The world of insurance is getting used to the idea of advanced scientific concepts being applied to some of its problems.

Just two or three years ago the idea of cognitive interviewing or using voice stress analysis for countering fraud would have seemed ridiculous. Now it is those insurers who are not using such techniques that are in danger of seeming ridiculous, as recent results from trials show.

Well just as you were becoming comfortable with some of these terms, a new scientific idea is set to hit the industry - neural networks. It seems that at least one insurer has started using this concept to tackle claims and fraud in particular.

So how does it work? It seems that information on claims can be analyzed and the system teaches itself what the characteristics of a good claim are and consequently leaves a residue of iffy claims. It's a bit like using Amazon, where the site learns what kind of books and music you like and then starts to make recommendations to you.

The great benefit of using such a system is it is a low cost initial filter for claims.

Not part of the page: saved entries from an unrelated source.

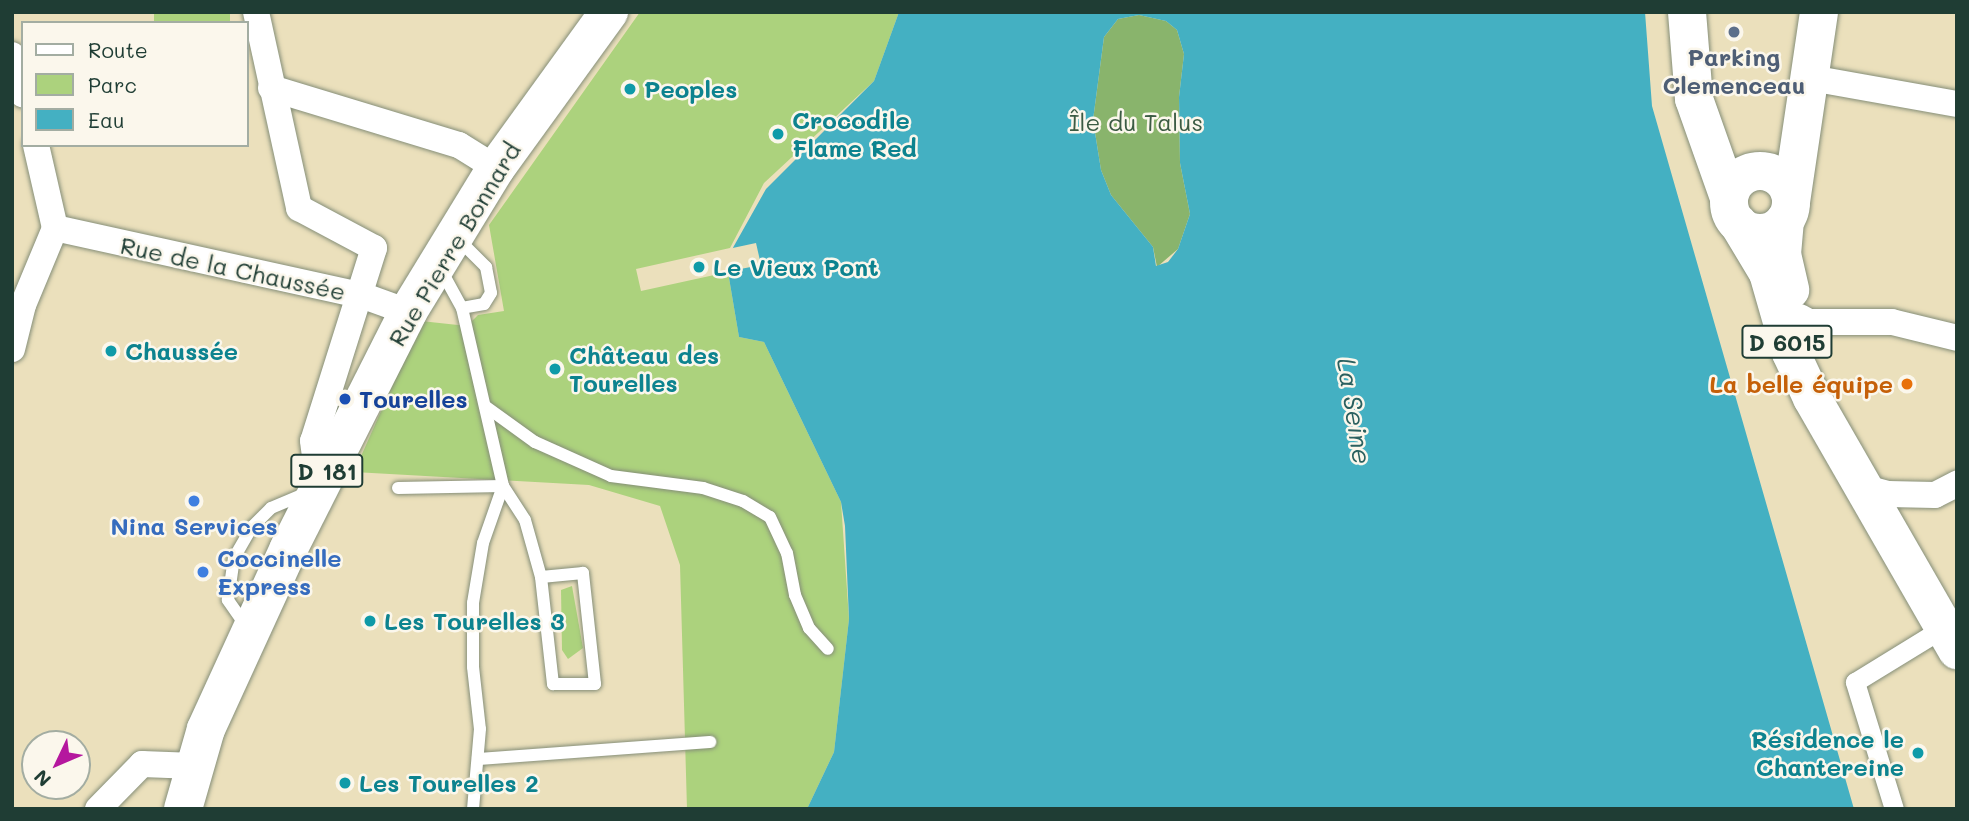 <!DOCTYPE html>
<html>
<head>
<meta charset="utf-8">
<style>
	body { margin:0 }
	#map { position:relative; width:1969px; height:821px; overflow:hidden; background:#ebe0bc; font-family:Mali,sans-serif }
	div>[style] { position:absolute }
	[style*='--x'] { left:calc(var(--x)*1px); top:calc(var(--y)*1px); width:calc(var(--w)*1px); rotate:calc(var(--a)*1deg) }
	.green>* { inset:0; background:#acd27d; transform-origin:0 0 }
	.forest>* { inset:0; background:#89b46c }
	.water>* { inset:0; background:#44b0c2 }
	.pier>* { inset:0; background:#ebe0bc }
	.roads { filter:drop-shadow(0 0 2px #858e78) drop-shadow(0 0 2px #858e78) }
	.service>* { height:12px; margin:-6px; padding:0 6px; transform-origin:6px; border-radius:6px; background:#fff }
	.pedestrian>* { height:19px; margin:-9.5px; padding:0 9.5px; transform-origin:9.5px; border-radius:9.5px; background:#fff }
	.minor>* { height:26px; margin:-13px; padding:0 13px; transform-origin:13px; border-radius:13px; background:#fff }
	.primary>* { height:38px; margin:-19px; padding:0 19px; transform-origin:19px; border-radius:19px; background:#fff }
	.primary>.ring { margin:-19px; padding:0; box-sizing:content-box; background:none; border:38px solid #fff; border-radius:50% }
	.dots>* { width:19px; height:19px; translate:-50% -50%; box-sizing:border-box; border:4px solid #fbf7ec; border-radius:50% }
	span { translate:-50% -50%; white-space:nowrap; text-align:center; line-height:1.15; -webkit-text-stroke:5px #fbf7ec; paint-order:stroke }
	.shield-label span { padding:2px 5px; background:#fbf7ec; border:2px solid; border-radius:5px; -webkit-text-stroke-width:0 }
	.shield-label { font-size:23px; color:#1f3d34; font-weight:700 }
	.service-label { font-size:24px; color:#4e5e75; font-weight:700 }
	.culture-label { font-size:24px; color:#0d838f; font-weight:700 }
	.left { translate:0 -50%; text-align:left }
	.right { translate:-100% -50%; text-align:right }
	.park-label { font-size:24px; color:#3b5b43 }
	.street-label { font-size:24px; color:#1f3d34 }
	.food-label { font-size:24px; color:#c56008; font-weight:700 }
	.transit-label { font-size:24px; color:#164399; font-weight:700 }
	.shop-label { font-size:24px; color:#366cbe; font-weight:700 }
	.water-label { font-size:26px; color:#2a605f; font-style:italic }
	.frame { position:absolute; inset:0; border:14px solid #1f3d34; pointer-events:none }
	.legend { position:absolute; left:21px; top:21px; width:228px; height:126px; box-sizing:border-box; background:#fbf7ec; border:2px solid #a3ada2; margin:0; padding:9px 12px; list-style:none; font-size:21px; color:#1f3d34 }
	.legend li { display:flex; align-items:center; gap:14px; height:35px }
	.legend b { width:35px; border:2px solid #a3ada2 }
	.north { position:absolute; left:21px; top:730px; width:70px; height:70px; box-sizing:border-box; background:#fbf7ec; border:2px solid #a3ada2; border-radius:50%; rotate:226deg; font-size:19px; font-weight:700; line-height:28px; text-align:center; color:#1f3d34 }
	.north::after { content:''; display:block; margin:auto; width:24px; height:32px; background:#b5179e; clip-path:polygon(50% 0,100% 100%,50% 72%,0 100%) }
</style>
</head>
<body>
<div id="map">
	<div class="green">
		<i style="left:154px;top:12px;width:76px;height:11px"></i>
		<i style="clip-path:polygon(640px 12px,899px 12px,874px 81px,764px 183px,730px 248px,636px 269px,641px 291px,728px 272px,739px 337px,764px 342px,841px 502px,849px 619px,834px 752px,807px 809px,687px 809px,680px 565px,660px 506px,589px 485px,354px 472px,421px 321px,467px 326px,478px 315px,504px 311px,489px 225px)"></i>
		<i style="clip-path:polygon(572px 586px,583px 648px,568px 659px,562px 650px,561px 590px)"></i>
	</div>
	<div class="forest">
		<i style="clip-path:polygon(1139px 15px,1166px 21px,1177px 30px,1184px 54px,1179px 97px,1180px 163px,1190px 214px,1178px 249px,1157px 267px,1153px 247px,1111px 195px,1101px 170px,1093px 120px,1104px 37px,1118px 19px)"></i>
	</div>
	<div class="water">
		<i style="clip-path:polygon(evenodd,899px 12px,1645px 12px,1652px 106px,1854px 809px,807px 809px,834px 752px,849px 619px,845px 526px,841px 502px,764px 342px,739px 337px,728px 272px,730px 253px,766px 189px,874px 81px,899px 12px,1139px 15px,1166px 21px,1177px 30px,1184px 54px,1179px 97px,1180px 163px,1190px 214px,1178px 249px,1168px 262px,1156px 266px,1153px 247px,1111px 195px,1101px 170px,1093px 120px,1104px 37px,1118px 19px,1139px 15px)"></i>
	</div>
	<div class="pier">
		<i style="clip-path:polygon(756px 243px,761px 265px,725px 272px,728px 249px)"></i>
	</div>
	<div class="roads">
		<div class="service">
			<i style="--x:458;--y:239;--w:40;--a:45"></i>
			<i style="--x:486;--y:267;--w:26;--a:79"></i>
			<i style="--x:491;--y:293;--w:13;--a:122"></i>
			<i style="--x:484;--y:304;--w:22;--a:170"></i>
			<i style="--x:440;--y:268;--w:46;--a:61.2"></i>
			<i style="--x:462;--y:308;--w:183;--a:77"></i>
			<i style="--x:503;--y:486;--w:60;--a:109.3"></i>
			<i style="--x:483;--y:543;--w:61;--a:99.5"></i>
			<i style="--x:473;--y:603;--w:64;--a:90"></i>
			<i style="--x:473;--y:667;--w:62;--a:83.6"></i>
			<i style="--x:480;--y:729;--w:80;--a:95"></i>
			<i style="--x:485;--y:406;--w:62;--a:35.8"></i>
			<i style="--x:535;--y:442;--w:83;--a:24.1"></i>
			<i style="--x:611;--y:476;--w:93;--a:7.4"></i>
			<i style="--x:703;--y:488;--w:42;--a:18"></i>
			<i style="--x:743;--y:501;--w:31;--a:31"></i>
			<i style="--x:770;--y:517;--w:40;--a:65"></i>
			<i style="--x:787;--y:553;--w:43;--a:79.2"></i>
			<i style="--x:795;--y:595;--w:36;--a:67"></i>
			<i style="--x:809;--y:628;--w:28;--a:48"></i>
			<i style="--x:398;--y:488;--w:105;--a:-1.1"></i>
			<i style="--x:503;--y:486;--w:40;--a:57.1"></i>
			<i style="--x:525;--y:520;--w:59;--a:74.3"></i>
			<i style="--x:541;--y:577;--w:108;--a:83.6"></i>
			<i style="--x:553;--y:684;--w:42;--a:0"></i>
			<i style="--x:595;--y:684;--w:112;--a:-96.2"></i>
			<i style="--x:583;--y:573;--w:42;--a:174.6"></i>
			<i style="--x:246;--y:626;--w:32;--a:-125"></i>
			<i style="--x:228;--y:600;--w:42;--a:-81.9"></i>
			<i style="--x:234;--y:558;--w:36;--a:-60"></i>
			<i style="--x:252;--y:527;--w:27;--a:-45"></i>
			<i style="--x:271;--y:508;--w:38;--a:-23"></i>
			<i style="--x:478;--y:759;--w:233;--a:-4.2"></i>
		</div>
		<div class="pedestrian">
			<i style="--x:1894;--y:809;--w:133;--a:-107.1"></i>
			<i style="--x:1855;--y:682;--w:103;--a:-31.5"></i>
		</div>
		<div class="minor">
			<i style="--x:256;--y:12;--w:201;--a:77.6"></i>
			<i style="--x:299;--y:208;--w:85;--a:28.1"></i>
			<i style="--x:374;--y:248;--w:202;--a:107.5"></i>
			<i style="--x:313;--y:441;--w:46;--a:82.6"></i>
			<i style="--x:12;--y:55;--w:41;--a:74.6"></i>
			<i style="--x:1811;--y:78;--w:148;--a:10.1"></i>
			<i style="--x:271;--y:88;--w:196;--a:16.9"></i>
			<i style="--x:459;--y:145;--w:44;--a:31.9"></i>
			<i style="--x:55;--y:228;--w:313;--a:12.4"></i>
			<i style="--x:361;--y:295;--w:50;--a:19.9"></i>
			<i style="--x:1800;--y:317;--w:10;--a:29"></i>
			<i style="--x:1809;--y:322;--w:83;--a:0"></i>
			<i style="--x:1892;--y:322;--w:67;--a:13.8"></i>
			<i style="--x:12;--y:349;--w:45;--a:-76"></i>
			<i style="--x:23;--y:305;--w:83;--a:-67.4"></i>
			<i style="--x:55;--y:228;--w:85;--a:-102.9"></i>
			<i style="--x:1862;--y:487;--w:27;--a:15"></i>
			<i style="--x:1888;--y:494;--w:47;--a:1.2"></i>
			<i style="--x:1935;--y:495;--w:25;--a:-27"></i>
			<i style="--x:98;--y:809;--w:63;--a:-45.6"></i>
			<i style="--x:142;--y:764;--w:53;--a:2.2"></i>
		</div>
		<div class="primary">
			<i style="--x:1687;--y:12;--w:87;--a:85.4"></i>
			<i style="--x:1694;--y:99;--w:105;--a:70.5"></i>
			<i class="ring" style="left:1729px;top:171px;width:24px;height:24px"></i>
			<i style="--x:1791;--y:202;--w:192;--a:-81.6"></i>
			<i style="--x:1785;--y:220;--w:34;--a:95"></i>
			<i style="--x:1782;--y:254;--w:37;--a:77"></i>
			<i style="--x:1738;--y:223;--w:58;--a:59"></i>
			<i style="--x:1768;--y:273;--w:83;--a:74"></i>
			<i style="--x:1791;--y:353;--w:50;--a:65"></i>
			<i style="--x:1812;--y:398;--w:291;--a:60.1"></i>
			<i style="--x:183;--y:809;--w:83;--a:-74"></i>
			<i style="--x:206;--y:729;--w:199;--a:-65.4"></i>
			<i style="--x:289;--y:548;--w:264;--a:-63.2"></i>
			<i style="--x:408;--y:312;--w:169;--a:-58.6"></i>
			<i style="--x:496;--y:168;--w:193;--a:-54.1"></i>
		</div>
	</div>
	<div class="dots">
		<i style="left:1734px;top:32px;background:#5c6f8a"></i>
		<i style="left:630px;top:89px;background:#0f9aa8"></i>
		<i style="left:778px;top:134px;background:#0f9aa8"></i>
		<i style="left:699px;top:267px;background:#0f9aa8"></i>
		<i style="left:111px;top:351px;background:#0f9aa8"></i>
		<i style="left:555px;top:369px;background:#0f9aa8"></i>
		<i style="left:1907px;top:384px;background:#e8710a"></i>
		<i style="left:345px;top:399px;background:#1a4fb4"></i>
		<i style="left:194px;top:501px;background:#3f7fe0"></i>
		<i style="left:203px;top:572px;background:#3f7fe0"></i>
		<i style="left:370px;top:621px;background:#0f9aa8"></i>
		<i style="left:1918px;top:753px;background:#0f9aa8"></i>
		<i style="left:345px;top:783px;background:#0f9aa8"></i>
	</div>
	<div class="shield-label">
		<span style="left:1787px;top:342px">D 6015</span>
		<span style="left:327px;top:471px">D 181</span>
	</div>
	<div class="service-label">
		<span style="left:1734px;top:71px">Parking<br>Clemenceau</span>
	</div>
	<div class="culture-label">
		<span class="left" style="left:644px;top:89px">Peoples</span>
		<span class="left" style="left:792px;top:134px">Crocodile<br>Flame Red</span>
		<span class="left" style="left:713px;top:267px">Le Vieux Pont</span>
		<span class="left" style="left:125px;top:351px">Chaussée</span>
		<span class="left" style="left:569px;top:369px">Château des<br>Tourelles</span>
		<span class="left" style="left:384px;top:621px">Les Tourelles 3</span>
		<span class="right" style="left:1904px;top:753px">Résidence le<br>Chantereine</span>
		<span class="left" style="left:359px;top:783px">Les Tourelles 2</span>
	</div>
	<div class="park-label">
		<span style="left:1136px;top:122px">Île du Talus</span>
	</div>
	<div class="street-label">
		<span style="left:454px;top:244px;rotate:-59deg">Rue Pierre Bonnard</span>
		<span style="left:233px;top:268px;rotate:12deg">Rue de la Chaussée</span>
	</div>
	<div class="food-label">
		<span class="right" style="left:1893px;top:384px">La belle équipe</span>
	</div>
	<div class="transit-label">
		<span class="left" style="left:359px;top:399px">Tourelles</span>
	</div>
	<div class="shop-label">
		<span style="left:194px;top:526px">Nina Services</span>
		<span class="left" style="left:217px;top:572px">Coccinelle<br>Express</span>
	</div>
	<div class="water-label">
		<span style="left:1354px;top:411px;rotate:81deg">La Seine</span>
	</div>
	<div class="frame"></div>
	<ul class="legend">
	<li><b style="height:9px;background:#fff"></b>Route</li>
	<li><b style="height:19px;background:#acd27d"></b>Parc</li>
	<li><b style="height:19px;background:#44b0c2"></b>Eau</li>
	</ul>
	<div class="north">N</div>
</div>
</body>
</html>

It is low-cost because apart from investing in the technology, there aren't many people involved. This means that an insurer can then focus on analysing the potential fraudulent claims. While it is early days, it is encouraging that our industry has the courage to try new ideas and this bodes well for shaking off the dull and dusty image.

And a quick apology to R&SA. Insurance Times moved its offices upstairs last week and due to a production error, R&SA's subsidence map was credited to Norwich Union in the headline.